La conclusion de cette enquête est sans appel. Selon les estimations citées par Jeune Afrique, à peine 5 % de la production nationale d'or serait écoulée via des circuits légaux. Le reste — 95 % — quitte le territoire par des voies illicites, principalement aéroportuaires. Un logisticien ayant travaillé à Douala le confirme : « Le transport des métaux précieux ne se fait pas par la mer. Comme tout produit premium, l'or se transporte essentiellement par avion. » Les aéroports de Douala et de Yaoundé, supposés être les points de contrôle les plus sécurisés du pays, sont en réalité les principales passoires du système.
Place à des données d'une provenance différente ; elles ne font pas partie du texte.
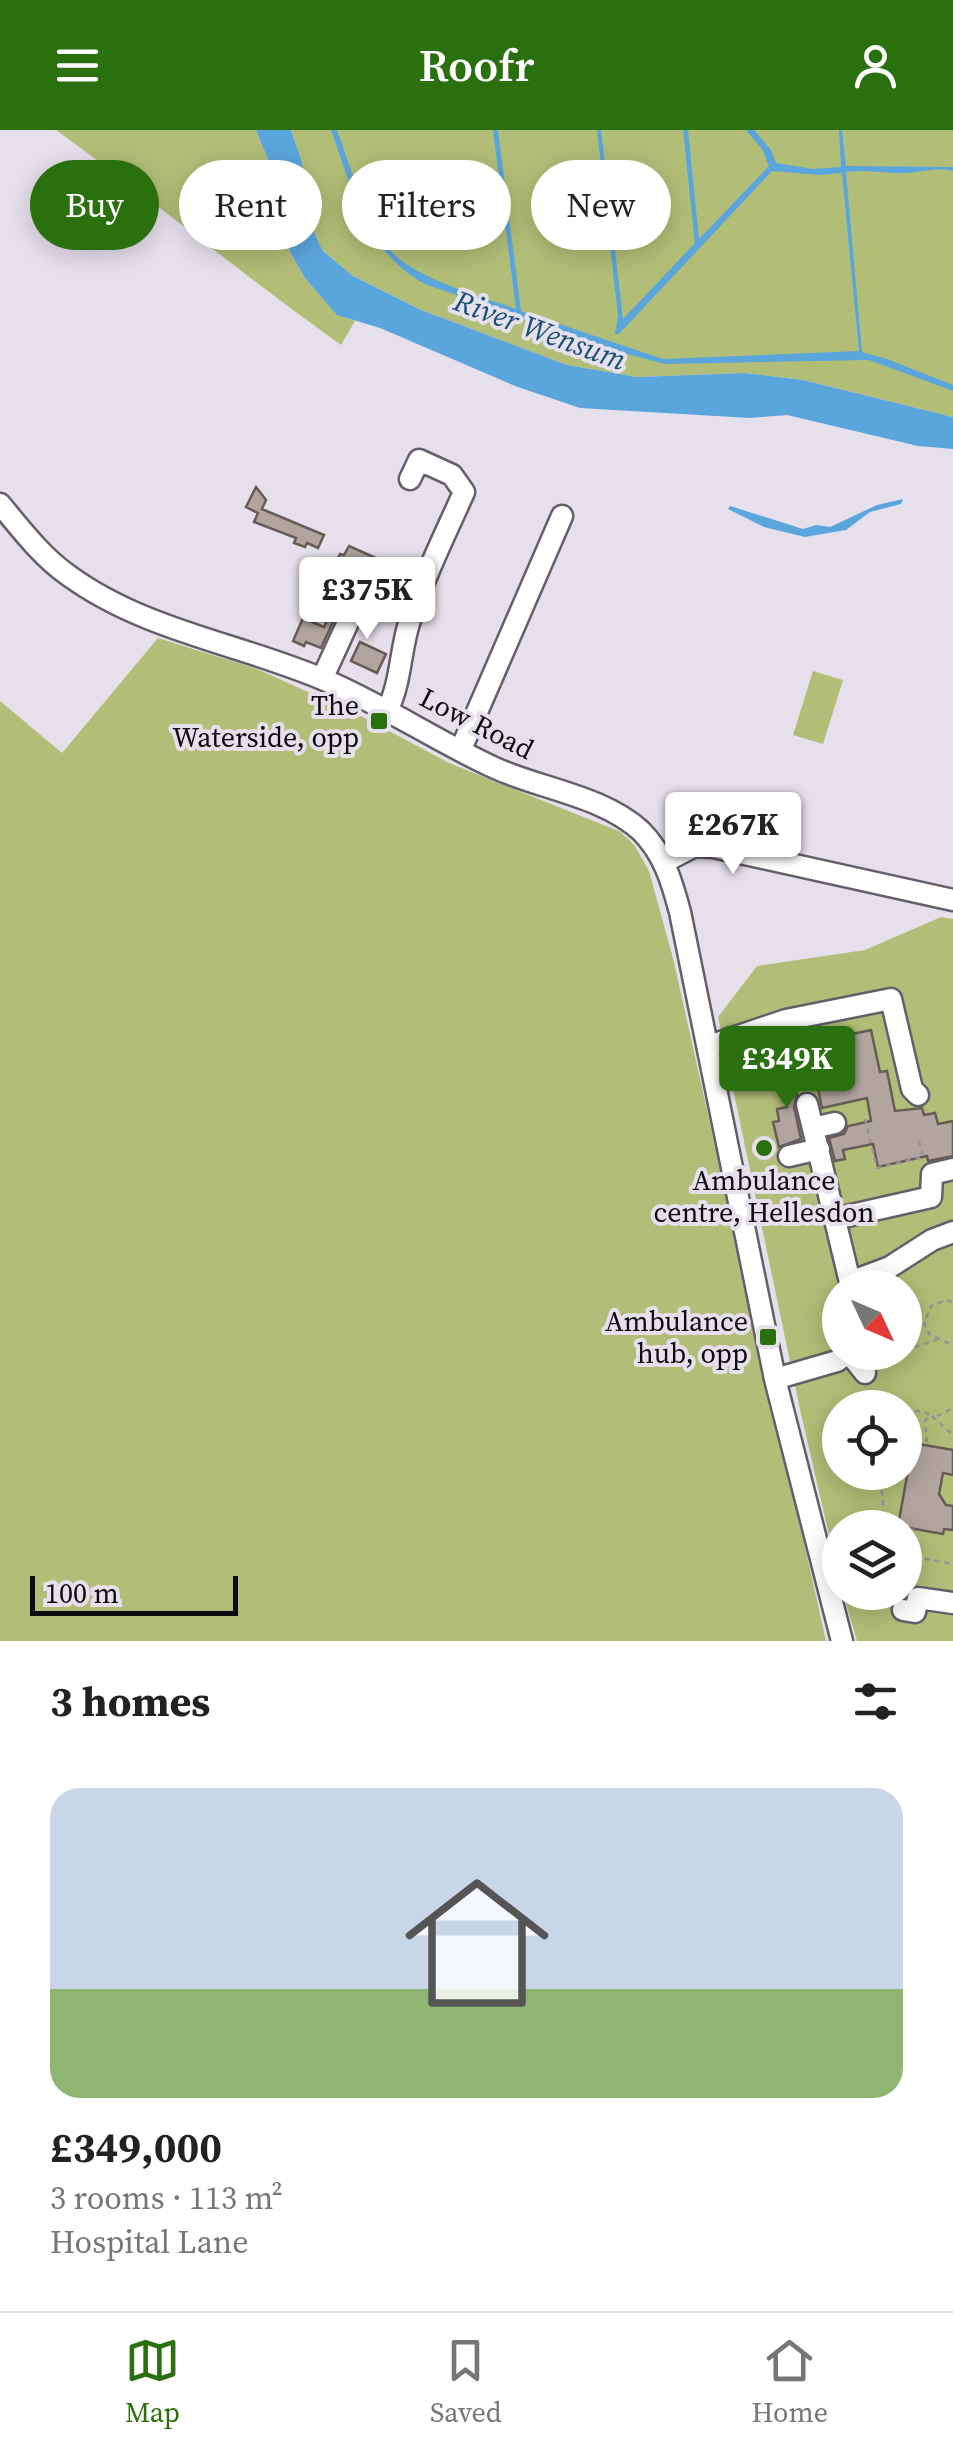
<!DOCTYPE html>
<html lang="en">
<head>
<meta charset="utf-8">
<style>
	body { margin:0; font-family:"Source Serif 4",serif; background:#f6f6f6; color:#222; height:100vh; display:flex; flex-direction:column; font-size:38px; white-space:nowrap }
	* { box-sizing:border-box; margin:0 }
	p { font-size:32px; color:#767676 }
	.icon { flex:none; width:55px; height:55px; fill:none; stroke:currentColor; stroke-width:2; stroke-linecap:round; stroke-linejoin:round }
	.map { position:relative; height:1511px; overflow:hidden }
	.drawer { display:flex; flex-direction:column; background:#fff; flex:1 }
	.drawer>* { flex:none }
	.hud { position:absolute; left:30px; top:30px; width:895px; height:90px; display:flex; gap:20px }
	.needle { width:65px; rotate:134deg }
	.controls { position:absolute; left:822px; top:1140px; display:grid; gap:20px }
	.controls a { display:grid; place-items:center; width:100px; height:100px; border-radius:50%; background:#fff; box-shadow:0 5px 25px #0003; font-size:50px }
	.scale { position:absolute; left:30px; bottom:25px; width:208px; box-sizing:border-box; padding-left:10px; border:5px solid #0d0b0f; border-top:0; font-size:28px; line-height:35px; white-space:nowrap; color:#0d0b0f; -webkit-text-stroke:8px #e6e0ec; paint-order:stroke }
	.price { position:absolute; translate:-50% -85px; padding:0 22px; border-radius:10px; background:#fff; color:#222; font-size:32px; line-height:65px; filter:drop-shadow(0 2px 5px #0008) }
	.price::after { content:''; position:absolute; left:50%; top:60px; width:30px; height:22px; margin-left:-15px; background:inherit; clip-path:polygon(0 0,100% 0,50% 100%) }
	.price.active { background:#2b700e; color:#fff }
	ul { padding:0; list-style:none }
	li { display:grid; align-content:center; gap:20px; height:530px; padding:0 50px }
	li span { display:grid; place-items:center; height:310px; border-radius:30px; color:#555 }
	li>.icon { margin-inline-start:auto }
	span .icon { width:180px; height:180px; fill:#fffc; stroke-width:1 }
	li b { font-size:42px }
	h2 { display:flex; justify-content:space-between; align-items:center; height:120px; padding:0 50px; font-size:42px }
	.chip { padding:0 35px; border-radius:45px; background:#fff; box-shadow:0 5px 25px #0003; font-size:35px; line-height:90px }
	.chip.active { background:#2b700e; color:#fff }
	header { display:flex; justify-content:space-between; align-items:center; height:130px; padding:0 50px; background:#2b700e; color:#fff; font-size:45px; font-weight:600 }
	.dock { display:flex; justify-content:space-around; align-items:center; height:140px; border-top:2px solid #e0e0e0; background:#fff; font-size:28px; color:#767676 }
	.dock a { display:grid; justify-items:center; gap:5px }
	.dock .active { color:#2b700e }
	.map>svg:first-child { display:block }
	.green { fill:#b2be77; fill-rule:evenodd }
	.water { fill:#5ba5dd }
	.building { fill:#b2a59f; stroke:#685c57; stroke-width:2.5 }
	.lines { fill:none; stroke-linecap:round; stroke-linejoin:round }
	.minor-casing { stroke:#645f6a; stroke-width:25 }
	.path { stroke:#96919a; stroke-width:2.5; stroke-dasharray:5 5; stroke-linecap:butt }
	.minor { stroke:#fff; stroke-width:20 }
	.poi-dot { fill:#2b700e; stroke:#e6e0ec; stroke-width:4 }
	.labels { text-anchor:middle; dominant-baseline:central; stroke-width:8; stroke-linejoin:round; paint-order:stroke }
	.poi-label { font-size:28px; fill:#0d0b0f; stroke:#e6e0ec; text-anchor:end }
	.street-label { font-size:28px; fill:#0d0b0f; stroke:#e6e0ec }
	.water-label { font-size:30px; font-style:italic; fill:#194f75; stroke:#e6e0ec }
</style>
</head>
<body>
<header><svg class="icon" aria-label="menu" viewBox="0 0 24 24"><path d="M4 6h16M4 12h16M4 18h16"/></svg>Roofr<svg class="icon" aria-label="person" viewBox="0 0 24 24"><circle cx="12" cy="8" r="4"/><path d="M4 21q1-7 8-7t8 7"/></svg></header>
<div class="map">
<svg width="953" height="1511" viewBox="0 0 953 1511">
	<rect width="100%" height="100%" fill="#e6e0ec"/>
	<!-- green -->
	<path class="green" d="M56,0H256L271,37L290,122L305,148L337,184L355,191L341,215C244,146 153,70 56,0Z
		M291,0H953V287L803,250L745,243L637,247L567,235L419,179L353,146L323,121L315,105L302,32Z
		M158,508L257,539L359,585L449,633L621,702L635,716L649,741L673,828L826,1511H0V571L62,623Z
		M813,541L843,550L823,614L793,605Z
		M941,787L953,789V1511H857L843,1463L905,1462V1398H840V1452L801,1284L718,887L757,836L865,820ZM840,1158H905V1222H840ZM840,1278H905V1342H840Z"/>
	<!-- water -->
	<path class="water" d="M256,0H291L302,32L315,105L323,121L353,146L419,179L567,235L637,247L745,243L803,250L953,287V319L918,316L787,285L750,288L580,278L515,256L380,198L337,185L305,148L290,122L271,37Z
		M331,0H337C351,37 362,82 385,114C409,148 478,165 516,179L493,0H498L521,181L663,229L859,221L842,43L820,45L772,41L619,204H615L618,186L597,0H601L623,189L695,113L683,0H688L699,109L769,36L762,19L746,0H754L771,20L776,33L813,39L841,37L839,0H842L846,36L953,37V41C935,37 922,42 904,43C885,44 865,39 846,42L862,222L887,229L953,255V261L869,230L665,234L615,221L425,154C366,123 352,58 331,0Z
		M242,31C264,49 256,77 242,97L223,104C208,80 220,45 242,31Z
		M903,369L901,374L870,382L846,400L805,407L764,397L728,379L730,376L803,399L816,395L830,397L877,375Z"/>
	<!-- building -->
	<path class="building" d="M256,357L266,370L262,379L324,405L318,418L307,413L305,417L294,413L296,408L254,392L258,383L246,377Z
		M349,416L398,438L401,431L414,437L396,476L384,470L389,459L379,454L373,441L364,440L355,445L334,436L340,424L344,425Z
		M332,479L338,481L321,518L306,512L304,516L293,511L303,488L324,497Z
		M360,512L386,524L377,543L351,531Z
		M871,900L880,942L887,941L895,981L922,978L924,985L935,983L938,994L953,991V1026L928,1031L927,1026L878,1037L873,1014L843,1020L845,1029L835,1031L829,1008L844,1004L848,996L871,991L867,968L822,978L812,930L820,928L823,942L844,937L838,907Z
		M786,936L792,943L797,965L794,977L801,1009L779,1017L773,992L779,991L777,979L787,977L778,938Z
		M913,1313L953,1320V1345L943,1343L939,1364L946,1375L953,1376V1400L944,1399L943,1404L898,1396Z"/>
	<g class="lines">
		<defs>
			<path id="minor" d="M0,374C20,398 42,427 68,445C144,501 242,514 327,551C385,576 438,612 495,638C541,659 603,666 641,701C664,724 672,752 680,782L775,1249L842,1511
				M322,549L366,453
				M388,579C402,549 400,517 411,487C425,444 446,403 464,362L452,345L419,330L410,349
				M461,619L562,386
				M664,732L695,716L713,717L953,770
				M786,890L799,932
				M709,916L786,890L891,869L912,959L918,965
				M807,974L850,1152
				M813,998L835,993
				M789,1026L819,1019
				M834,1089L931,1067L932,1044L953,1039
				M852,1158L850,1152L890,1137L932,1110L953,1102
				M849,1223L865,1243
				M775,1249L837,1231L849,1222
				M903,1480L915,1482L918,1468L953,1473"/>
		</defs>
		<!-- minor casing -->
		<use href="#minor" class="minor-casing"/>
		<!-- path -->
		<path class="path" d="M865,989L877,1038L923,1027
			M919,1011L923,1026
			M952,1172L946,1170L931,1176L924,1194L930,1205L953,1215
			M905,1220L937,1210
			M894,1222H899
			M905,1281H923L930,1285L925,1291L927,1315
			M932,1286L953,1305
			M937,1286L953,1278
			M874,1342L883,1366L882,1398
			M905,1411L914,1399
			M905,1425L953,1434
			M886,1462L897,1464"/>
		<!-- minor -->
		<use href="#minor" class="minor"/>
	</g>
	<!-- markers -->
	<g class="poi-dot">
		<rect x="369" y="581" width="20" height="20" rx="5"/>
		<circle cx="764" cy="1018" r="10"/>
		<rect x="758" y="1197" width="20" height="20" rx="5"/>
	</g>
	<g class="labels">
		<!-- poi labels -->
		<g class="poi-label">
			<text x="359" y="575">The<tspan x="359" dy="32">Waterside, opp</tspan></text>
			<text x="764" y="1050" text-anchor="middle">Ambulance<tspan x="764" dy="32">centre, Hellesdon</tspan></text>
			<text x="748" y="1191">Ambulance<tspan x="748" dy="32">hub, opp</tspan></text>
		</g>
		<!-- street labels -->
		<g class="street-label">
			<text transform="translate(477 593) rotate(27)">Low Road</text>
		</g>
		<!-- water labels -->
		<g class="water-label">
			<text transform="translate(540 200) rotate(20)">River Wensum</text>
		</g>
	</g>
</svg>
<div class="controls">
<a><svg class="needle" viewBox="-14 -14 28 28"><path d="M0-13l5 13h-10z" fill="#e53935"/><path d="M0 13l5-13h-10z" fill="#767676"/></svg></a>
<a><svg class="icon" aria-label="locate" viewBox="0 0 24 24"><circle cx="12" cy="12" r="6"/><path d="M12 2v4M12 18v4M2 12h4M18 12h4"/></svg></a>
<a><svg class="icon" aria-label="layers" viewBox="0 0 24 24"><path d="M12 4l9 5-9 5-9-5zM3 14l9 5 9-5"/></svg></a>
</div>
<div class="scale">100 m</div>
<b class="price" style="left:367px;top:512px">£375K</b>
<b class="price" style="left:733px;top:747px">£267K</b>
<b class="price active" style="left:787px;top:981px">£349K</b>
<div class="hud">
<a class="chip active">Buy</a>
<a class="chip">Rent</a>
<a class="chip">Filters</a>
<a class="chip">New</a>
</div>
</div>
<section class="drawer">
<h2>3 homes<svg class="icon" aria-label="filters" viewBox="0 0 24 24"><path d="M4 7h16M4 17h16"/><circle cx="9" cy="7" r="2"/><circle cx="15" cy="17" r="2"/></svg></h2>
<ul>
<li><span style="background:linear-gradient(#c9d6e8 65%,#8fb573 0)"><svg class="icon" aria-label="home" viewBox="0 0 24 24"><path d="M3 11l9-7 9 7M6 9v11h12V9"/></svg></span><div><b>£349,000</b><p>3 rooms · 113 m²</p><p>Hospital Lane</p></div></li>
</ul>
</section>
<nav class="dock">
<a class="active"><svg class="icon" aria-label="map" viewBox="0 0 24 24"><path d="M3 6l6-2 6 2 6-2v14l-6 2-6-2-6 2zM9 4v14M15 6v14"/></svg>Map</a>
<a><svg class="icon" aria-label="saved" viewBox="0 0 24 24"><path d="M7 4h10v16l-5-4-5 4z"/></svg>Saved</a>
<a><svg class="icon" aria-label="home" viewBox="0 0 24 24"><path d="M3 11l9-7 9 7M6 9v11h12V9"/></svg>Home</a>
</nav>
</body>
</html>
Et l'or n'est pas seul à emprunter ces voies. Jeune Afrique révèle que la drogue « suit le même chemin ». Deux trafics, une même infrastructure de corruption, des mêmes complicités — et un État qui n'a, à ce jour, jamais procédé à un audit total du système global de sécurité de ses débouchés portuaires et aéroportuaires.